Lassa fever is a severe and often fatal hemorrhagic illness caused by, which infects more than 300,000 annually. There is no vaccine against the virus.
“These two projects complement each other. In West Africa, we need a drug to treat acutely infected patients as well as a preventative measure to stop it,” said Dr. Garry, a professor of microbiology and immunology at Tulane University School of Medicine, in New Orleans. “Vaccine initiatives in rural Africa are difficult, so you are never going to be able to vaccinate everyone. You need to be able to treat people when they get sick.”
The vaccine will test antibodies that target a recently identified viral surface structure, called the surface glycoprotein, which can block it from infecting a host cell (Science
2017;356:923-928). A team of scientists, including virologists from Tulane University, identified this key antibody target that they hope will serve as the blueprint for developing the vaccine or antibody drug.
The researchers collected blood samples from survivors in Sierra Leone and sent them back to New Orleans, where the lab of James Robinson, PhD, worked to identify and clone more than 100 different antibodies used in the research.
“The antibodies were a very important tool for trying to understand the structure of the glycoprotein,” said Dr. Robinson, a professor of pediatrics. “It was key to understanding where the antibodies were binding and the mechanisms for neutralization of the virus.”
Scientists had not been able to successfully solve the structure of Lassa virus because the glycoprotein falls apart under conditions normally used to create a crystal model. Scripps researchers were able to engineer a more stable version of the glycoprotein. This was used to identify a key binding site for antibodies from survivors’ blood samples.
Researchers detailed how subunits of the glycoprotein work together to infect a cell.
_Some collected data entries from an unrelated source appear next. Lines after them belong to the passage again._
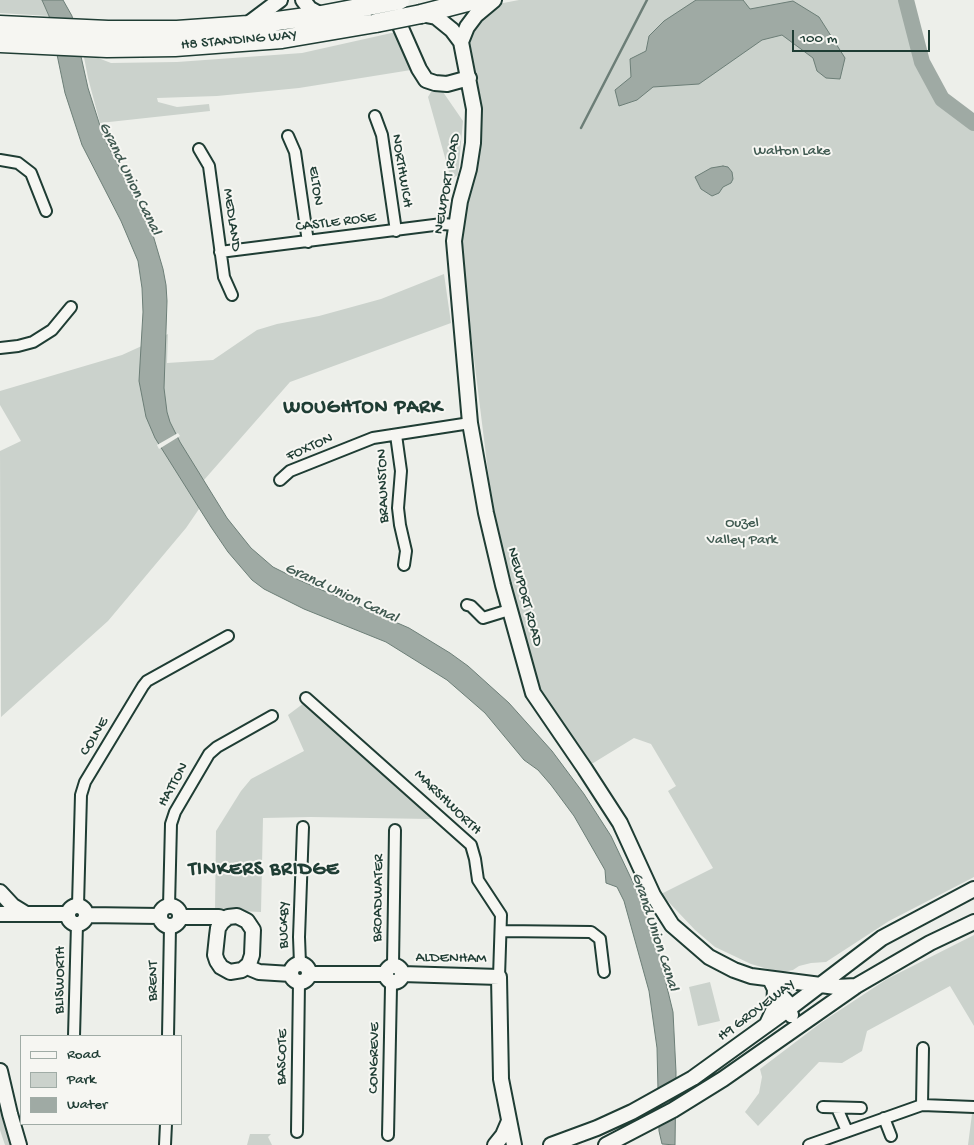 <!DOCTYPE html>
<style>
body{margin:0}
#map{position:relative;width:974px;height:1145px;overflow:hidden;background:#edefea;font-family:"Gochi Hand",sans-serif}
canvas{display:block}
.legend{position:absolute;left:20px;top:1035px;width:162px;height:90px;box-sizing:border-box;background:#f6f6f2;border:1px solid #a0aca6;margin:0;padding:6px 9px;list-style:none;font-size:15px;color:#1f3d34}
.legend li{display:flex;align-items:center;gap:10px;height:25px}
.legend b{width:25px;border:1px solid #a0aca6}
.scale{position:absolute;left:792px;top:30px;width:138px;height:22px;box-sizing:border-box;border:2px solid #1f3d34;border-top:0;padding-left:6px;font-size:15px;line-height:18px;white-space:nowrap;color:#1f3d34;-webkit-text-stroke:4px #f6f6f2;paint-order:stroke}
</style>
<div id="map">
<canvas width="974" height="1145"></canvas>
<ul class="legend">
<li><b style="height:6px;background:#f6f6f2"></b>Road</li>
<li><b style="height:14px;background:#cbd2cc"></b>Park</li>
<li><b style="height:14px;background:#9faaa4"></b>Water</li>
</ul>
<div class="scale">100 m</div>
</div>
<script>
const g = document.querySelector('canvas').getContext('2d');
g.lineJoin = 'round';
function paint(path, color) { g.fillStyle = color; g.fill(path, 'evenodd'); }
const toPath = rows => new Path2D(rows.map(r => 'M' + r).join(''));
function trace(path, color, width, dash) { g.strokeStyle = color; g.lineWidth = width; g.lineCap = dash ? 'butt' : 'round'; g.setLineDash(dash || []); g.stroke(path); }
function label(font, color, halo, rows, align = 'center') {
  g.font = font + ' "Gochi Hand",sans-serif'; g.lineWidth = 4; g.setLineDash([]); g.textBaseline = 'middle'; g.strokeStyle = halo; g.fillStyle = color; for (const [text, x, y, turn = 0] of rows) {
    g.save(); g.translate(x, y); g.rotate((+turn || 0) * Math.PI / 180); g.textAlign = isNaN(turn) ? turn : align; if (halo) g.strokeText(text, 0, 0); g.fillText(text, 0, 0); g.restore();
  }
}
paint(toPath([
 [0,0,42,0,49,16,0,13],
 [519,0,906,0,922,62,942,99,974,123,974,877,889,921,826,962,811,963,799,966,793,970,783,972,768,969,751,964,715,947,695,930,661,894,713,868,668,791,676,786,651,744,634,738,590,765,538,689,495,528,465,286,462,227,464,208,482,136,479,97,476,77,469,51,470,40,476,22,498,4],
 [396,32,411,70,299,88,217,96,157,98,158,102,177,107,209,104,210,111,100,123,88,78,83,52,111,63,177,62,302,53],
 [431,92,443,92,463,121,458,175,451,179,428,97],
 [444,274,451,323,290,382,204,480,199,509,186,528,108,621,1,717,0,451,21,441,0,405,0,391,122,355,168,334,167,363,213,360,257,330,277,324,319,316,381,299],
 [304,703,432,815,430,819,311,817,263,818,261,912,215,910,216,831,241,791,251,779,304,751,288,715],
 [974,935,974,1026,950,986,867,1031,862,1051,842,1063,819,1062,758,1126,745,1112,759,1093,762,1077,760,1069,822,1022,887,979],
 [710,982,720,1021,698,1026,689,987],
 [0,1092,16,1145,5,1145,0,1130],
 [972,1114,974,1114,974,1145,968,1145],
 [250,1134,271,1134,268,1137,272,1145,247,1145]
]), '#cbd2cc');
const water = toPath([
 [42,0,63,0,72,16,88,88,102,132,108,146,146,216,153,235,163,269,166,285,167,301,164,388,167,412,170,422,180,442,227,518,251,548,273,567,299,580,409,628,450,653,468,666,509,703,552,751,584,794,611,836,638,893,658,950,673,1012,676,1072,675,1145,662,1144,659,1131,657,1048,649,991,624,901,617,887,606,883,605,870,574,816,551,785,538,770,524,760,485,713,447,680,386,642,304,609,264,589,252,580,228,552,211,527,155,438,146,417,139,381,143,312,142,288,138,261,121,221,82,145,65,93,49,16,42,0],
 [696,0,743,0,750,9,793,1,819,17,845,58,840,79,826,78,817,71,813,58,782,35,762,40,699,84,653,87,637,100,619,106,615,90,631,77,630,59,646,51,649,36,664,21,696,0],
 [723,166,728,167,732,172,733,179,731,183,723,187,719,193,712,196,701,189,695,177,711,168,723,166]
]);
paint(water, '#9faaa4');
trace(water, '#6c7e77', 1);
paint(toPath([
 [178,433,180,436,159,449,157,445]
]), '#edefea');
trace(toPath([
 [581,128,647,0]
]), '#6c7e77', 2.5);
trace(toPath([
 [906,0,922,62,942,99,974,123]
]), '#9faaa4', 16);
const street = toPath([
 [375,116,382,135,396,231],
 [288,136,295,152,308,242],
 [199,149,209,166,224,277,232,295],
 [0,160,18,163,31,173,46,211],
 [220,252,442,224,456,225],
 [0,348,18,346,33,342,52,330,71,307],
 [396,435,401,471,398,508,400,525,406,551,404,565],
 [280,480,290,471,373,438,470,423],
 [467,605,471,606,483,618,509,610],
 [306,698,471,845,475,859,478,880,501,915,499,977],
 [78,905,81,795,85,782,143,686,147,681,228,636],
 [169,906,171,824,175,812,209,754,217,747,272,716],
 [501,931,591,932,600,939,604,972],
 [300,964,299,937,303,827],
 [393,965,395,830],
 [74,1036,77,924],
 [168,1036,170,927],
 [922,1105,923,1048],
 [823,1107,861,1108],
 [837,1108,847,1131],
 [884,1118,891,1136],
 [297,1132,299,982],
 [388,1135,391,987,393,982],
 [165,1145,166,1124],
 [809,1145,922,1105,974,1107]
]);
const secondary = toPath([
 [303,0,310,9,321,15],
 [494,0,476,15,467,27,461,42,474,109,473,143,469,169,460,201,454,241,470,423,486,513,503,585,533,693,585,769,620,823,653,895,672,925,709,957,734,970,751,976,836,987,856,986],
 [393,10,419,69,426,80,435,83,447,84,469,78],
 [421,14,436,17,452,30,461,42],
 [248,24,280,0],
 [0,892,13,906,26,914],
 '68 915a9 9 0 1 1 18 0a9 9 0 1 1-18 0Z',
 '160 916a10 10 0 1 1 20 0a10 10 0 1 1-20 0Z',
 [0,914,68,914],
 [87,915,160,916],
 [237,916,247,921,253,930,252,955,249,964,242,970,230,972,221,967,217,961,215,955,217,936,218,928,222,922,228,917,237,916],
 [181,917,219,917,225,919],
 '291 973a9 9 0 1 1 18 0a9 9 0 1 1-18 0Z',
 '386 974a8 8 0 1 1 16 0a8 8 0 1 1-16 0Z',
 [247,967,259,972,291,974],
 [309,974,385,974],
 [402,974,499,977,501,1079,514,1145],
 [770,979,775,989,787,1002,791,1015],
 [767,1024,774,1009,775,989],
 [0,1071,10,1114,19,1145],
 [495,1145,503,1135,509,1121],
 [551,1145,597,1128,632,1112,693,1078,790,1008,882,938,974,889],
 [606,1145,673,1110,723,1079,856,986,930,943,974,922]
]);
const highway = toPath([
 [421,14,475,0],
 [0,25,108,30,177,30,248,25,321,15,369,6],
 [0,43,107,48,175,47,282,39,376,23]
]);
trace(street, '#1f3d34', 14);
trace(secondary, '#1f3d34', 18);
trace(highway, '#1f3d34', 21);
trace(street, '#f6f6f2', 10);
trace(secondary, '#f6f6f2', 14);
trace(highway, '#f6f6f2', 18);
const highwayBridge = toPath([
 [369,6,400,0],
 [376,23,421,14]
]);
trace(highwayBridge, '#1f3d34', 21, []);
trace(highwayBridge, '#f6f6f2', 18);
label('15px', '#1f3d34', '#f6f6f2', [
 ["H8 STANDING WAY",239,41,-5],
 ["NORTHWICH",401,171,81],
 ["NEWPORT ROAD",448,184,-80],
 ["ELTON",315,186,82],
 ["MEDLAND",231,220,82],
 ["CASTLE ROSE",336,223,-7],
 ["FOXTON",310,448,-24],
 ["BRAUNSTON",384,486,-92],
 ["NEWPORT ROAD",524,597,75],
 ["COLNE",95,737,-59],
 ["HATTON",174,785,-61],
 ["MARSHWORTH",447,803,44],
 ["BROADWATER",379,898,-89],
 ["BUCKBY",285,925,-89],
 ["ALDENHAM",451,959,1],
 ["BLISWORTH",61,980,-89],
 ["BRENT",154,981,-89],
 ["H9 GROVEWAY",757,1011,-37],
 ["BASCOTE",283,1057,-89],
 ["CONGREVE",375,1058,-89]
]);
label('15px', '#415b52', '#f6f6f2', [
 ["Walton Lake",792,152],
 ["Ouzel",742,524],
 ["Valley Park",742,541]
]);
label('italic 16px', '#3f5850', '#f6f6f2', [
 ["Grand Union Canal",129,179,64],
 ["Grand Union Canal",341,594,25],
 ["Grand Union Canal",654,932,72]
]);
g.letterSpacing = '1px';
label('bold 20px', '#1f3d34', '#f6f6f2', [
 ["WOUGHTON PARK",363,409],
 ["TINKERS BRIDGE",264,871]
]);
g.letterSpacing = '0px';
</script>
They also discovered how three pairs of proteins, called a trimer, come together to form a tripod-like structure. Roughly 90% of the effective antibodies target that trimer nexus, locking the subunits together to prevent them from enabling Lassa virus to enter a host cell.
“The trimer structure of the Lassa virus glycoprotein will have a lasting impact on the field of viral hemorrhagic fever research,” Dr. Garry said.
The vaccine also will incorporate similar glycoproteins against Ebola that are already being tested in clinical trials.
“Ebola is likely to come back, and Lassa isn’t going away so you have to protect against both,” Dr. Garry said. “We think we can do it with one shot.”
The other project will test the three most potent Lassa antibodies to see which formulation will work best in a drug therapy. Together, the three have been highly protective in early animal studies, Dr. Garry said. Collaborators on the grants include Tulane virologist Dr. Robinson and scientists at Zalgen Labs, the Scripps Research Institute, the University of Texas Medical Branch at Galveston and the Sanford Burnham Prebys Medical Discovery Institute.